**Work request:** Your answer should be the lines below from the one holding "Task: Parse the" through the one holding "Annotation task. What", copied exactly and with nothing else.

◆ ◆ ◆ ◆

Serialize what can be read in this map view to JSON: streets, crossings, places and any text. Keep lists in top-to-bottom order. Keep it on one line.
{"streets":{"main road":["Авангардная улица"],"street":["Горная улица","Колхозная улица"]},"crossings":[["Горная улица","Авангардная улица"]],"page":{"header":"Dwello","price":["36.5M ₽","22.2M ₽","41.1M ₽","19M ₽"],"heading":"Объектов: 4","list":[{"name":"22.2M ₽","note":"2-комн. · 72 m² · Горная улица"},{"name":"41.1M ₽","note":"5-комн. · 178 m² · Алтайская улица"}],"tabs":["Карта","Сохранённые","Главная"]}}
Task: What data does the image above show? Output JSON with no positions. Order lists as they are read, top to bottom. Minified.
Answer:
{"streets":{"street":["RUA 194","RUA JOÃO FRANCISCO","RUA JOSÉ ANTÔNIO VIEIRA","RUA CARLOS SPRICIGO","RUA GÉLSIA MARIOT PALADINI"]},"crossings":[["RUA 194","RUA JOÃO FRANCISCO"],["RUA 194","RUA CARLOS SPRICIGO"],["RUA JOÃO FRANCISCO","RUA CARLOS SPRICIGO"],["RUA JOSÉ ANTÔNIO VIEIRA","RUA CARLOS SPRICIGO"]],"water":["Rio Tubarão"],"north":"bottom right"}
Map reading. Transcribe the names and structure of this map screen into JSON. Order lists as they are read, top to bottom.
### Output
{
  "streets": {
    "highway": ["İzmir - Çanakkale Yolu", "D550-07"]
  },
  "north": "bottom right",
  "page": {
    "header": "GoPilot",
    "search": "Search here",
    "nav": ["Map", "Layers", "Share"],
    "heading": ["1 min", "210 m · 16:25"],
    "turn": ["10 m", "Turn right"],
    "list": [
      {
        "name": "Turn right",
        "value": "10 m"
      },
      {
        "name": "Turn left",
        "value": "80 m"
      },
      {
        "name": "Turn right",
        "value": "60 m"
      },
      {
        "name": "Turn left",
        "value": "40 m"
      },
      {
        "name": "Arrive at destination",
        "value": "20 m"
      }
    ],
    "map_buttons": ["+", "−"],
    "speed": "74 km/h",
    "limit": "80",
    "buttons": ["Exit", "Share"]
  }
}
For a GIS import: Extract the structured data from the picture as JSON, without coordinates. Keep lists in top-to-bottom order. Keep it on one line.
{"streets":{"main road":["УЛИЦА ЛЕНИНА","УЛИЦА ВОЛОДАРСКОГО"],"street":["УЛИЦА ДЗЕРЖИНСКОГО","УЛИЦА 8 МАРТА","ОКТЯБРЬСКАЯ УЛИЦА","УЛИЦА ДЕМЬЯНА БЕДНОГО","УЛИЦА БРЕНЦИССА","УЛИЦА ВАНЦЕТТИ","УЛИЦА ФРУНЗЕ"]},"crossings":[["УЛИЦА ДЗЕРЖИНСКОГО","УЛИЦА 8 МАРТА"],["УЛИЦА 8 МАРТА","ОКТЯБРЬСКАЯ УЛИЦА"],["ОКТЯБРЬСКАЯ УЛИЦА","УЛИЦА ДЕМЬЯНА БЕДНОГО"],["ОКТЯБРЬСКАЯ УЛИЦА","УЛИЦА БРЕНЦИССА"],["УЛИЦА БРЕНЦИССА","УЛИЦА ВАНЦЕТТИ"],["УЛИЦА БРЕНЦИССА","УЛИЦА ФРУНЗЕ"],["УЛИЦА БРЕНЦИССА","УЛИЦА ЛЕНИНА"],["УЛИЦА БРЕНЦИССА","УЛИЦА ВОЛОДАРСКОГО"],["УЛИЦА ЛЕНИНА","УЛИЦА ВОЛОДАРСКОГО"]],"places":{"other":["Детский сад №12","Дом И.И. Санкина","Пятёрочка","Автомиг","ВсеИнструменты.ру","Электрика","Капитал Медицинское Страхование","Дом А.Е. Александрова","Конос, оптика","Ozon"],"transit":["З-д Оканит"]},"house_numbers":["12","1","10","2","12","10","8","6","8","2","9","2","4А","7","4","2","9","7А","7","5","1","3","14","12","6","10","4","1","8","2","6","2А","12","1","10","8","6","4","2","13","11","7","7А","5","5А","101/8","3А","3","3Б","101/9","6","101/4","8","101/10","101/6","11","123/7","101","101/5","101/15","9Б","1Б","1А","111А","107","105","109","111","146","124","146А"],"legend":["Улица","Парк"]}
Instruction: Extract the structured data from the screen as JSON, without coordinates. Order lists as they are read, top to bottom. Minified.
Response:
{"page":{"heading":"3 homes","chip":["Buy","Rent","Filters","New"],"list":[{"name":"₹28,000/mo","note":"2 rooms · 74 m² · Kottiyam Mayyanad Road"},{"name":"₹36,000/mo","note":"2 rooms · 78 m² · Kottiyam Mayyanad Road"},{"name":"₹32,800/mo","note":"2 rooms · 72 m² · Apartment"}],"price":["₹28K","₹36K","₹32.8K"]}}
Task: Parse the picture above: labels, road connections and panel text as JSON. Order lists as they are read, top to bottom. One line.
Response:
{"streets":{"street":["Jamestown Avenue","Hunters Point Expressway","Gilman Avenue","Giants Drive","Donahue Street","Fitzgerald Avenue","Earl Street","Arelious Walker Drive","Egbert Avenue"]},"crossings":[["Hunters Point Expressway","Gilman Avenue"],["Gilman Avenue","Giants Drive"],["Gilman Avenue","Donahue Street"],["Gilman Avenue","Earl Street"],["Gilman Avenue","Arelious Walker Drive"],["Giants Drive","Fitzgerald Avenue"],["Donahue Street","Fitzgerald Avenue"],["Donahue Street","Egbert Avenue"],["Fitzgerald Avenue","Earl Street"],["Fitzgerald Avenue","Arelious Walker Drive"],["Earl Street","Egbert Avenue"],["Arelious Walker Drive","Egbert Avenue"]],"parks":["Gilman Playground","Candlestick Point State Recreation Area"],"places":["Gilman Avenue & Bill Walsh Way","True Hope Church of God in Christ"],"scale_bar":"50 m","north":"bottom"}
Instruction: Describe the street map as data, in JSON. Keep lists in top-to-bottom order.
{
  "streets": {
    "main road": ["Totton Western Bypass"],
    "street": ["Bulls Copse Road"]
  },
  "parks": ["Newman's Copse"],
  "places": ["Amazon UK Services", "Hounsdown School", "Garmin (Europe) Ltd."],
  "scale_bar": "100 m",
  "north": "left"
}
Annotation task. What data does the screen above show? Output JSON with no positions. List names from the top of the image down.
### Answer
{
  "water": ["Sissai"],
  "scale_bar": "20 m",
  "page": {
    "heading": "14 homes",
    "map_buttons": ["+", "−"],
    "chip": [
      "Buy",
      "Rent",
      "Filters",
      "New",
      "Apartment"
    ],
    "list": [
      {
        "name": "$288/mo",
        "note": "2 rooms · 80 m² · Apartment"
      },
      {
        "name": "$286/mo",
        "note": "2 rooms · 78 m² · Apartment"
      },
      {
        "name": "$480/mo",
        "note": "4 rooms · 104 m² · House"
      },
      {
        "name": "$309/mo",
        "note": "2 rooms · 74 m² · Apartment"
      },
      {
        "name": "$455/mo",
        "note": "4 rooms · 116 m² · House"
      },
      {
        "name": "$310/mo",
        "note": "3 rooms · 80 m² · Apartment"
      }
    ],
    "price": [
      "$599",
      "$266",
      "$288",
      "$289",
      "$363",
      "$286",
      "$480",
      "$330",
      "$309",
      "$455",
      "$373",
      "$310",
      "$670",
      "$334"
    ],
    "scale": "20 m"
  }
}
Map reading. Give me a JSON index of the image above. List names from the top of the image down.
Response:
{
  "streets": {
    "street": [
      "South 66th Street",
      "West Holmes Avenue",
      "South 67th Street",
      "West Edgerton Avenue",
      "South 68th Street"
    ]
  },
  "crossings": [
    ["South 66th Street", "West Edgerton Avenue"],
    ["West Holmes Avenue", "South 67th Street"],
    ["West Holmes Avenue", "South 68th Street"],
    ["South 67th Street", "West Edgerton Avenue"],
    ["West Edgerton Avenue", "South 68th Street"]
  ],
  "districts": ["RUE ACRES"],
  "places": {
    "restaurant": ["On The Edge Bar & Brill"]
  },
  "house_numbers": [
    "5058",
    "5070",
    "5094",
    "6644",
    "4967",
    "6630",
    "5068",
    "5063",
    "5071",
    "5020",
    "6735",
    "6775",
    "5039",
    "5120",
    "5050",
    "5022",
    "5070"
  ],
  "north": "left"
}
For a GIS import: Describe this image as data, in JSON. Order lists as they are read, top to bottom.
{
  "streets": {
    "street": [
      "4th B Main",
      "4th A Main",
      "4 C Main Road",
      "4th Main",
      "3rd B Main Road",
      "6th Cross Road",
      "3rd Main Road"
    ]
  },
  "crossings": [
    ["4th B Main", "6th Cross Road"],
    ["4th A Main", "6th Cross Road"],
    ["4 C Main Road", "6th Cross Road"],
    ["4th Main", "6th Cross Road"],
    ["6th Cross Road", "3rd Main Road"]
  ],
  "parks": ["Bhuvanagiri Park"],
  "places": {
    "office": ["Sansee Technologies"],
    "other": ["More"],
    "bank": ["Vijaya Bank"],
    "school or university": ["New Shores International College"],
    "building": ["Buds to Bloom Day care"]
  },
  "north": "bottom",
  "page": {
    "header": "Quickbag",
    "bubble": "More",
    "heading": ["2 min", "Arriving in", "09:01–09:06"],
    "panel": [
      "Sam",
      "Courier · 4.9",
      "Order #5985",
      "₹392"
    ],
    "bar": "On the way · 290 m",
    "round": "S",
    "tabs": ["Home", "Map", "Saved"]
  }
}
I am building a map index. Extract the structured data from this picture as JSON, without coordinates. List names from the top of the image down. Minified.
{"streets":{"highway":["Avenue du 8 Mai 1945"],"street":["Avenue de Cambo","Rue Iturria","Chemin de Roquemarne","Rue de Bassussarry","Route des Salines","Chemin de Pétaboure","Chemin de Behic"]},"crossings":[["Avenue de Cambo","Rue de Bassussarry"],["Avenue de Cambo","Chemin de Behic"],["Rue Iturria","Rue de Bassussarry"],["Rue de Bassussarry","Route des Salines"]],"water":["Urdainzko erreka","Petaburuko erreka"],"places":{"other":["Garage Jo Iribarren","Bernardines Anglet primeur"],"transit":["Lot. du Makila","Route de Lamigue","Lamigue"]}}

◆ ◆ ◆ ◆

**Solution:**
Task: Parse the picture above: labels, road connections and panel text as JSON. Order lists as they are read, top to bottom. One line.
Response:
{"streets":{"street":["Jamestown Avenue","Hunters Point Expressway","Gilman Avenue","Giants Drive","Donahue Street","Fitzgerald Avenue","Earl Street","Arelious Walker Drive","Egbert Avenue"]},"crossings":[["Hunters Point Expressway","Gilman Avenue"],["Gilman Avenue","Giants Drive"],["Gilman Avenue","Donahue Street"],["Gilman Avenue","Earl Street"],["Gilman Avenue","Arelious Walker Drive"],["Giants Drive","Fitzgerald Avenue"],["Donahue Street","Fitzgerald Avenue"],["Donahue Street","Egbert Avenue"],["Fitzgerald Avenue","Earl Street"],["Fitzgerald Avenue","Arelious Walker Drive"],["Earl Street","Egbert Avenue"],["Arelious Walker Drive","Egbert Avenue"]],"parks":["Gilman Playground","Candlestick Point State Recreation Area"],"places":["Gilman Avenue & Bill Walsh Way","True Hope Church of God in Christ"],"scale_bar":"50 m","north":"bottom"}
Instruction: Describe the street map as data, in JSON. Keep lists in top-to-bottom order.
{
  "streets": {
    "main road": ["Totton Western Bypass"],
    "street": ["Bulls Copse Road"]
  },
  "parks": ["Newman's Copse"],
  "places": ["Amazon UK Services", "Hounsdown School", "Garmin (Europe) Ltd."],
  "scale_bar": "100 m",
  "north": "left"
}
Annotation task. What data does the screen above show? Output JSON with no positions. List names from the top of the image down.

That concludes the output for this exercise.